Some organizing principles impose very little structure. For a small collection of resources, co-locating them or arranging them near each other might be sufficient organization. We can impose two- or three-dimensional coordinate systems on this “implicit structure” and explicitly describe the location of a resource as precisely as we want, but we more naturally describe the structure of resource locations in relative terms. In English we have many ways to describe the structural relationship of one resource to another: “in,” “on,” “under,” “behind,” “above,” “below,” “near,” “to the right of,” “to the left of,” “next to,” and so on. Sometimes several resources are arranged or appear to be arranged in a sequence or order and we can use positional descriptions of structure: a late 1990s TV show described the planet Earth as the “third rock from the Sun.[3]

We pay most attention to intentional structures that are explicitly represented within and between resources because they embody the design or authoring choices about how much implicit or latent structure will be made explicit. Structures that can be reliably extracted by algorithms become especially important for very large collections of resources whose scope and scale defy structural analysis by people.
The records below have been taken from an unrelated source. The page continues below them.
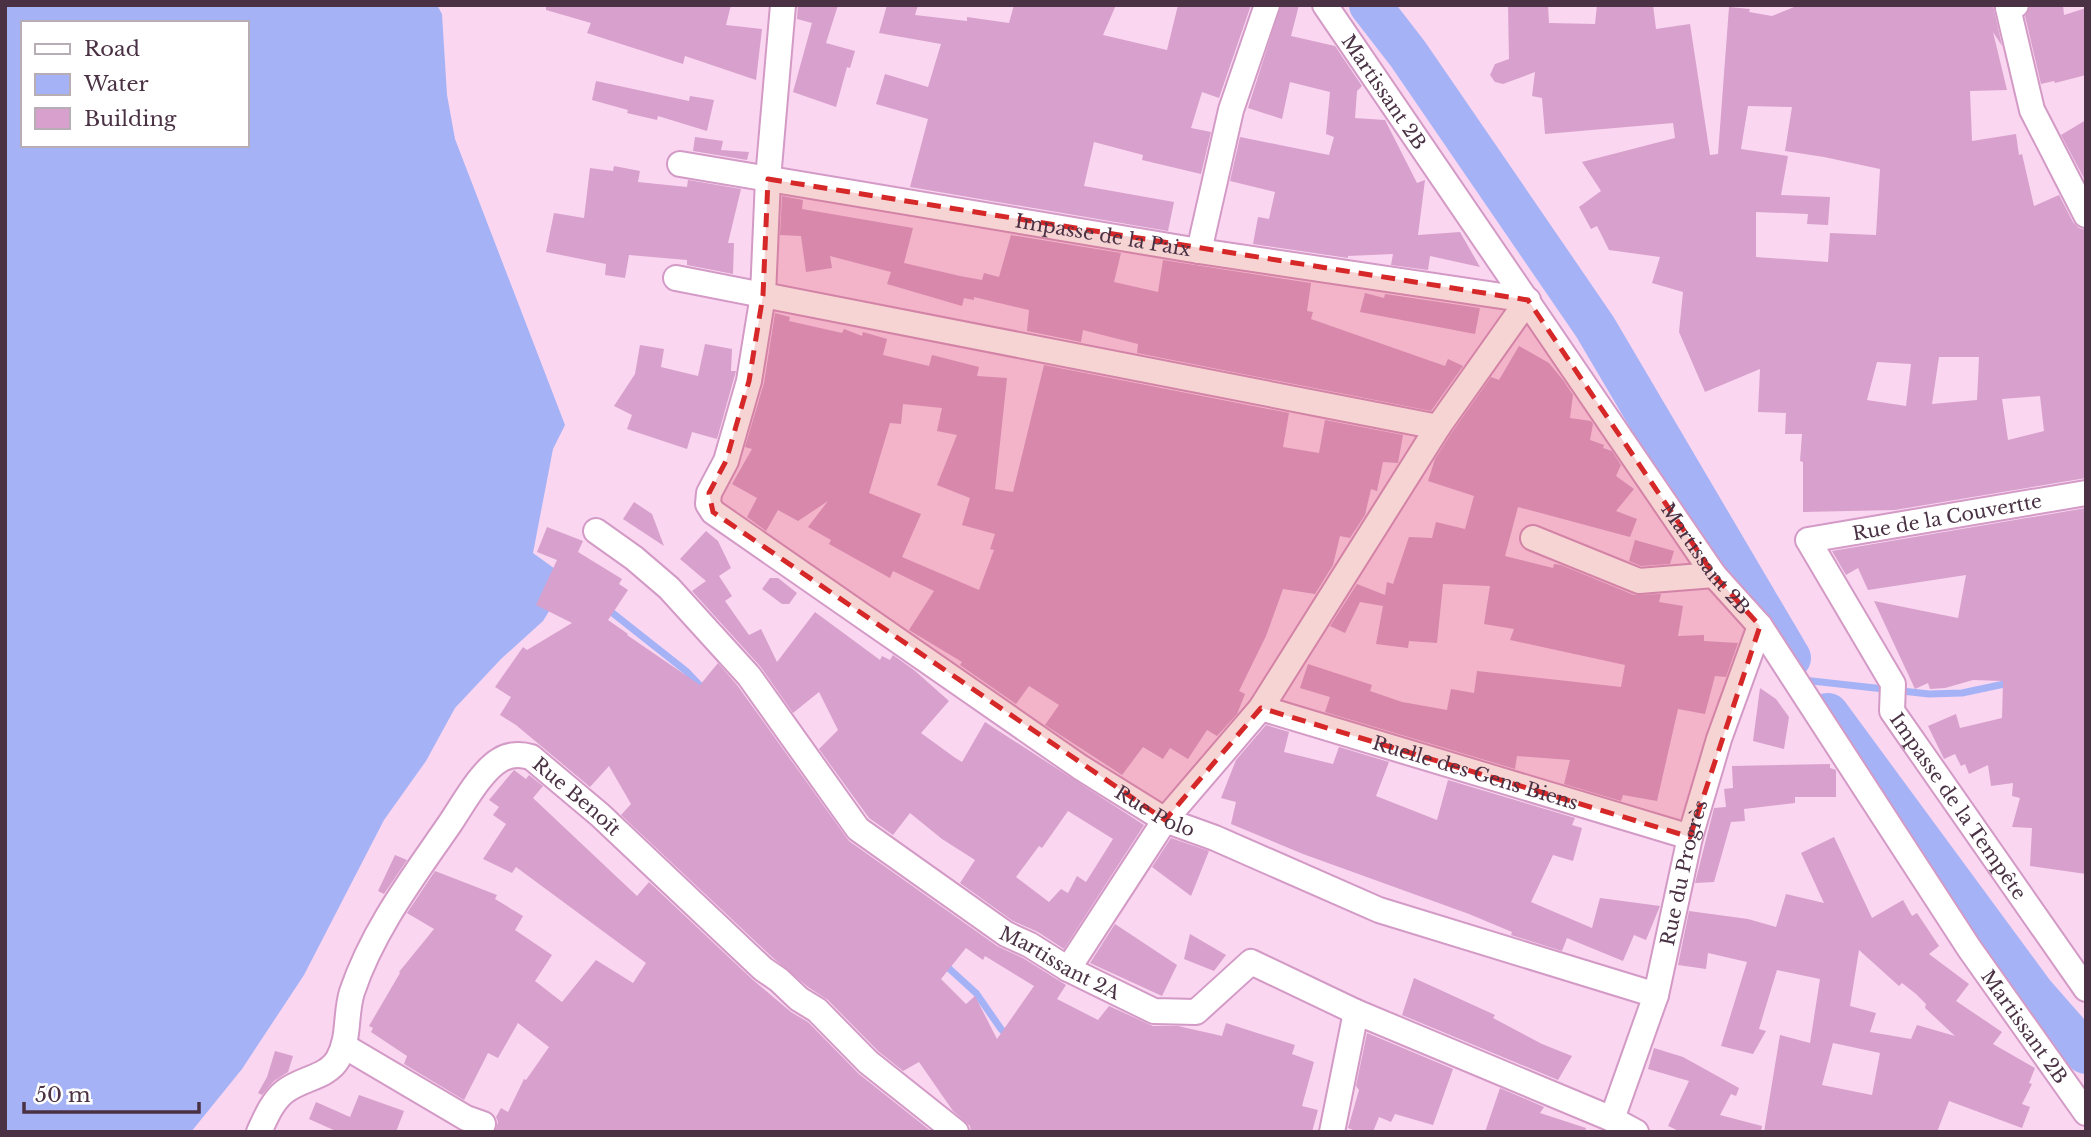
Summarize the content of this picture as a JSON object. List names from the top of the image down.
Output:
{
  "streets": {
    "street": [
      "Martissant 2B",
      "Impasse de la Paix",
      "Rue de la Couvertte",
      "Ruelle des Gens Biens",
      "Rue Benoît",
      "Impasse de la Tempête",
      "Rue Polo",
      "Rue du Progrès",
      "Martissant 2A"
    ]
  },
  "crossings": [
    ["Martissant 2B", "Impasse de la Paix"],
    ["Martissant 2B", "Rue du Progrès"],
    ["Rue de la Couvertte", "Impasse de la Tempête"],
    ["Ruelle des Gens Biens", "Rue du Progrès"],
    ["Rue Polo", "Rue du Progrès"],
    ["Rue du Progrès", "Martissant 2A"]
  ],
  "legend": ["Road", "Water", "Building"],
  "scale_bar": "50 m"
}
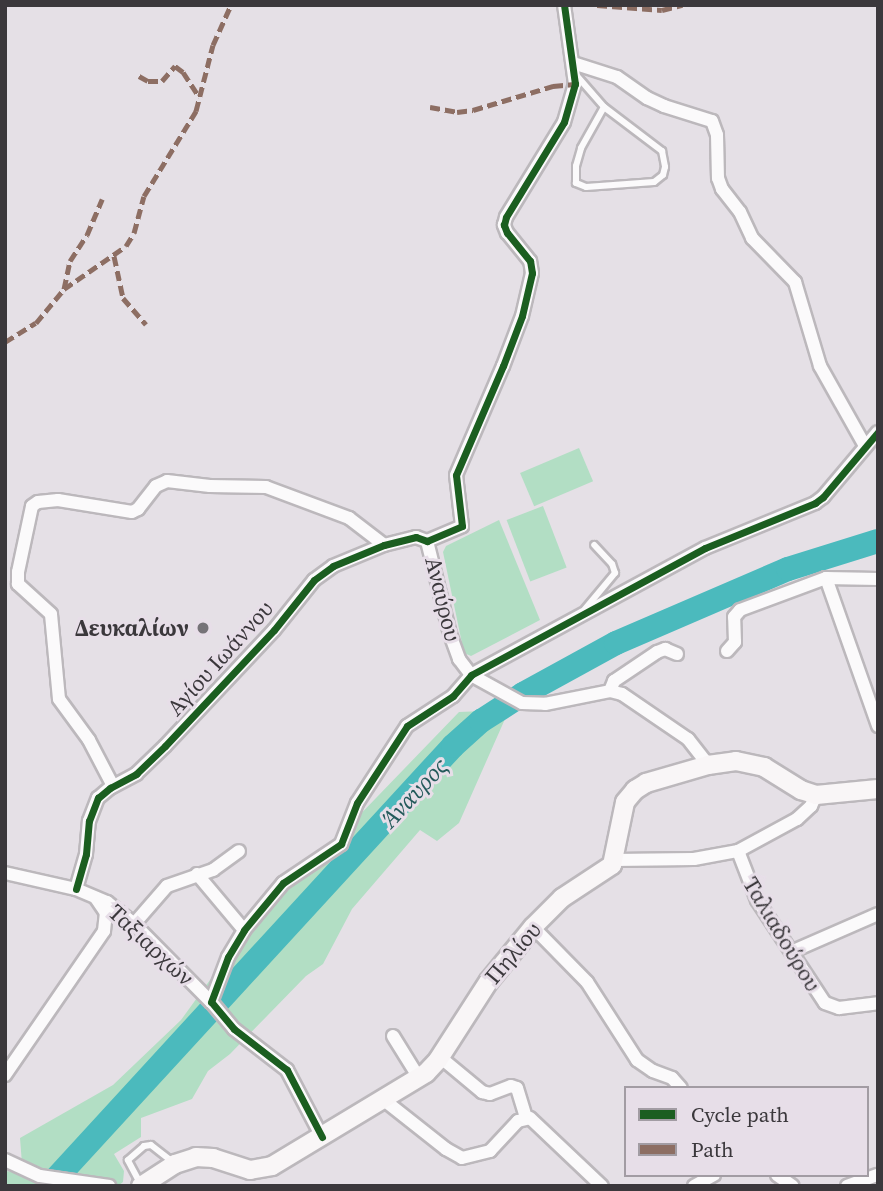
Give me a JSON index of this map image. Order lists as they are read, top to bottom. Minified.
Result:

Structural Relationships within a Resource

We almost always think of human and other animate resources as unitary entities. Likewise, many physical resources like paintings, sculptures, and manufactured goods have a material integrity that makes us usually consider them as indivisible. For an information resource, however, it is almost always the case that it has or might have had some internal structure or sub-division of its constituent data elements.

In fact, since all computer files are merely encodings of bits, bytes, characters and strings, all digital resources exhibit some internal structure, even if that structure is only discernible by software agents. Fortunately, the once inscrutable internal formats of word processing files are now much more interpretable after they were replaced by XML in the last decade.

When an author writes a document, he or she gives it some internal organization with its title, section headings, typographic conventions, page numbers, and other mechanisms that identify its parts and their significance or relationship to each other. The lowest level of this structural hierarchy, usually the paragraph, contains the text content of the document. Sometimes the author finds it useful to identify types of content like glossary terms or cross-references within the paragraph text. Document models that mix structural description with content “nuggets” in the text are said to contain mixed content.

In data-intensive or transactional domains, document instances tend to be homogeneous because they are produced by or for automated processes, and their information components will appear predictably in the same structural relationships with each other. These structures typically form a hierarchy expressed in an XML schema or word processing style template. XML documents describe their component parts using content-oriented elements like <ITEM>, <NAME>, and <ADDRESS>, that are themselves often aggregate structures or containers for more granular elements. The structures of resources maintained in databases are typically less hierarchical, but the structures are precisely captured in database schemas.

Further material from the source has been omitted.